THE TASK:
Give back exactly the lines from the one holding "Input: one rendered" to the last line of the entries, both included, and nothing more.
START RECORDS FOR PROCESSING
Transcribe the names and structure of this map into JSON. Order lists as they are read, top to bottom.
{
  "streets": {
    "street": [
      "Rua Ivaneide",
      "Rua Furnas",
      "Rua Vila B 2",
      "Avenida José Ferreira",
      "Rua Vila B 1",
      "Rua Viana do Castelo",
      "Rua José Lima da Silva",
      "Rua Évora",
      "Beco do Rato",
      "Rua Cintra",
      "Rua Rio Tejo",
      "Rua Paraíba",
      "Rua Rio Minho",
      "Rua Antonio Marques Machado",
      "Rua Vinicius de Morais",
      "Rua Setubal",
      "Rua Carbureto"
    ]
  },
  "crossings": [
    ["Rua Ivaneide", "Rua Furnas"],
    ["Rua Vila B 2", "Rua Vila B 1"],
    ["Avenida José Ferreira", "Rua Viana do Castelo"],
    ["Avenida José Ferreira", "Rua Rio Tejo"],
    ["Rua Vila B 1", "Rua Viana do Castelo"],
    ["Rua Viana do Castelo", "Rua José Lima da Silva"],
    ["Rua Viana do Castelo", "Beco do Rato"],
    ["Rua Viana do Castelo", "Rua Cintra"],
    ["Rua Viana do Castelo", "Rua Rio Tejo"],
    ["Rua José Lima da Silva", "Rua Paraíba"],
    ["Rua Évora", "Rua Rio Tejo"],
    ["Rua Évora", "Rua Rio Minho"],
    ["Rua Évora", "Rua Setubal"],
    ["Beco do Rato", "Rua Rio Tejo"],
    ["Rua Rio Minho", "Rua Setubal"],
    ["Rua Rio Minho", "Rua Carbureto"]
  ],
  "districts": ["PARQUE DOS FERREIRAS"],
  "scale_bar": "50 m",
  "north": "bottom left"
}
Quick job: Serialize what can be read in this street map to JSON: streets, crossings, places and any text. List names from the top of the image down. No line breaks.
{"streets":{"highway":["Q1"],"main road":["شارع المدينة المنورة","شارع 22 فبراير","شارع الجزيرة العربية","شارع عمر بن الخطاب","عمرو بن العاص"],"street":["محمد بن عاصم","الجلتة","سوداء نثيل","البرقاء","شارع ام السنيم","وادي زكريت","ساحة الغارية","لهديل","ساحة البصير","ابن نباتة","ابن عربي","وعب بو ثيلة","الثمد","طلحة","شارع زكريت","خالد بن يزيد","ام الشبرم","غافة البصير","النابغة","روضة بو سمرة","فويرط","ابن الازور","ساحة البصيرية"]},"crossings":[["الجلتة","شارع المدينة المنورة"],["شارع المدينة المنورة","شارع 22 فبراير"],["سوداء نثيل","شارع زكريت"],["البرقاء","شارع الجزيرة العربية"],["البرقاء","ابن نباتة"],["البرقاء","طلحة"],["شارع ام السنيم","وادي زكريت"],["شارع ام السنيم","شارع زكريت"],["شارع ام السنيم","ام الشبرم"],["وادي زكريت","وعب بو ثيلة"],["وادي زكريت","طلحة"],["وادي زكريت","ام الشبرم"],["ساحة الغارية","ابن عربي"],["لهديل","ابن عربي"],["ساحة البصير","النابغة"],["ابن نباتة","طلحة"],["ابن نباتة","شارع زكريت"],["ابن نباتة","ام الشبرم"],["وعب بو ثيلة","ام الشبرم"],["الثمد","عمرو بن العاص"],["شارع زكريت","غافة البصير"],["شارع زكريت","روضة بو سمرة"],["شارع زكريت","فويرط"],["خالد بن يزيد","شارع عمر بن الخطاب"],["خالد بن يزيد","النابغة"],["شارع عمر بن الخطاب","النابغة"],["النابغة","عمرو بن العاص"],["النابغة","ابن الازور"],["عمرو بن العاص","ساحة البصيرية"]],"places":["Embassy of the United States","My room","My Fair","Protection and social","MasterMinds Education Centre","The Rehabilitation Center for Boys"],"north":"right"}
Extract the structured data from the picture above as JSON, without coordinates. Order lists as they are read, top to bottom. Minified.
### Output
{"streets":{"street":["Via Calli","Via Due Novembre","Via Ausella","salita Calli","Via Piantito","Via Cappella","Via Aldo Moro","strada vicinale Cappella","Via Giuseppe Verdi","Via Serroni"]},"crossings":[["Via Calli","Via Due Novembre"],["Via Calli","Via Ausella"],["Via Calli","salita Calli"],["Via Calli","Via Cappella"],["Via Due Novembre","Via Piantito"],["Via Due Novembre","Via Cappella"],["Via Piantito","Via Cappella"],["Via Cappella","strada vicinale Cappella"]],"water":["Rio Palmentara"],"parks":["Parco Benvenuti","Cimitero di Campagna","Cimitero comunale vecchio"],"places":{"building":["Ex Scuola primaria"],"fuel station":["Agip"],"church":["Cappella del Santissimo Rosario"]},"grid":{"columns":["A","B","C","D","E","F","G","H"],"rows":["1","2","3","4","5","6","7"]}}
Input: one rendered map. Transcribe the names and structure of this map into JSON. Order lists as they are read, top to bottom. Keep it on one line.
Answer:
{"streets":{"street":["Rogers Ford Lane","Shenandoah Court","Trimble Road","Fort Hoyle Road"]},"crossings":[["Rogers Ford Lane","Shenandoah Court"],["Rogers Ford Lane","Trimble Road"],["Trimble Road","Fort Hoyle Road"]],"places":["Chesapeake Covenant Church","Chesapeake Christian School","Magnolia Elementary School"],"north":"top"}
END RECORDS FOR PROCESSING
SOLUTION BELOW:
Input: one rendered map. Transcribe the names and structure of this map into JSON. Order lists as they are read, top to bottom. Keep it on one line.
Answer:
{"streets":{"street":["Rogers Ford Lane","Shenandoah Court","Trimble Road","Fort Hoyle Road"]},"crossings":[["Rogers Ford Lane","Shenandoah Court"],["Rogers Ford Lane","Trimble Road"],["Trimble Road","Fort Hoyle Road"]],"places":["Chesapeake Covenant Church","Chesapeake Christian School","Magnolia Elementary School"],"north":"top"}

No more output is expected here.